|Launcher||Soyuz with Foton scientific S/C|
|Launch site||Baikonur Cosmodrome, Russia|
|Orbit||• Low Earth Orbit: 230-300km altitude|
|• Period ~90min|
|• Inclination: 63 deg|
|Date||14 September 2007|
Launch site - Baikonur
The Baikonur Cosmodrome is one of the worlds largest space launch facilities.
It is leased by the Kazakh government to Russia and managed by the Russian Federal Space Agency and was originally built by the Soviet Union as the base for its space program from the late 1950s to the 1980s.

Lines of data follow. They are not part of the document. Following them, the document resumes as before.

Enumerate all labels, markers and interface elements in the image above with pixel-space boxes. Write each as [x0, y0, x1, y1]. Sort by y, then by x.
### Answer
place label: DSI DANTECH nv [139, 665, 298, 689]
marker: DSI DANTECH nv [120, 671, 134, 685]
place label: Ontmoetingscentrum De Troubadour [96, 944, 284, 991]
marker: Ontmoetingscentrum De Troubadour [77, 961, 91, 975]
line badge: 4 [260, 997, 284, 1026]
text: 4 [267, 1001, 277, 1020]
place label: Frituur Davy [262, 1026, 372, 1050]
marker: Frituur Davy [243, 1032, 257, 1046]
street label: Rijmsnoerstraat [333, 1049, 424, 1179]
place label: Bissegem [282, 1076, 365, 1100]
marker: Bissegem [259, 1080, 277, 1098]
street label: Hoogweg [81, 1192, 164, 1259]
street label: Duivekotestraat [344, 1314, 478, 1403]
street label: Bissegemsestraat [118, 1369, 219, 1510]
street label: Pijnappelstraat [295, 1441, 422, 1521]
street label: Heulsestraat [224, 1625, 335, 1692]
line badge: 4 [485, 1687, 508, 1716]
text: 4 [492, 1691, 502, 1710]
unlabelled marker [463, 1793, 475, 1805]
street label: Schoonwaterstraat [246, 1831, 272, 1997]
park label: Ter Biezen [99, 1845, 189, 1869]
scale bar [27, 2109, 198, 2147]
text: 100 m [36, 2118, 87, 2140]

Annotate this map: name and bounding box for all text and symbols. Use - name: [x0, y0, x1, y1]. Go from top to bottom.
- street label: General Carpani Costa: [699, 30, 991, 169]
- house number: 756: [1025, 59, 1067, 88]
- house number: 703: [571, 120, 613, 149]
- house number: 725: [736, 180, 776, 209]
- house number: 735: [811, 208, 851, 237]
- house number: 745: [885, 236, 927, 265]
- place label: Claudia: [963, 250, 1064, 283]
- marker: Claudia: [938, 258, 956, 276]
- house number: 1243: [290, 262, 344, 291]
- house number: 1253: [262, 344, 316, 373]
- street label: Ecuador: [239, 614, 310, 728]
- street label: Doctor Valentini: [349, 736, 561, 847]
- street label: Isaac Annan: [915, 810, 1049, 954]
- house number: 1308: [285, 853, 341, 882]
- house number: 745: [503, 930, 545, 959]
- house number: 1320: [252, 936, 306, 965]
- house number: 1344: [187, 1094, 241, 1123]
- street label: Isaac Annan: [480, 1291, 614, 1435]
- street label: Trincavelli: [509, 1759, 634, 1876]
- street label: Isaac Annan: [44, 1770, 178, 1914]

Baikonur is fully equipped with facilities for launching both manned and unmanned space vehicles. It supports several Russian spacecraft including the Soyuz, Proton and Zenit spacecraft and after the Columbia Disaster in 2003 it played an essential role as a site for the launch of supplies and parts for the International Space Station.
Launcher - Soyuz
The Soyuz rocket is the work horse of the Russian Space Program. It has been in service since the mid-1960's and is derived in design from the Vostock launcher, which sent Yuri Gegarin into Space. It is manufactured by TsSKB-Progress in Samara, Russia and consists of three stages:
- The first stage of Soyuz rockets consists of four liquid booster rockets, strapped to the second stage. Each booster has a single rocket motor.
- The second stage of the Soyuz booster has one motor at the base. The stage gets somewhat wider near the top.
- The final stage is where the payload is carried.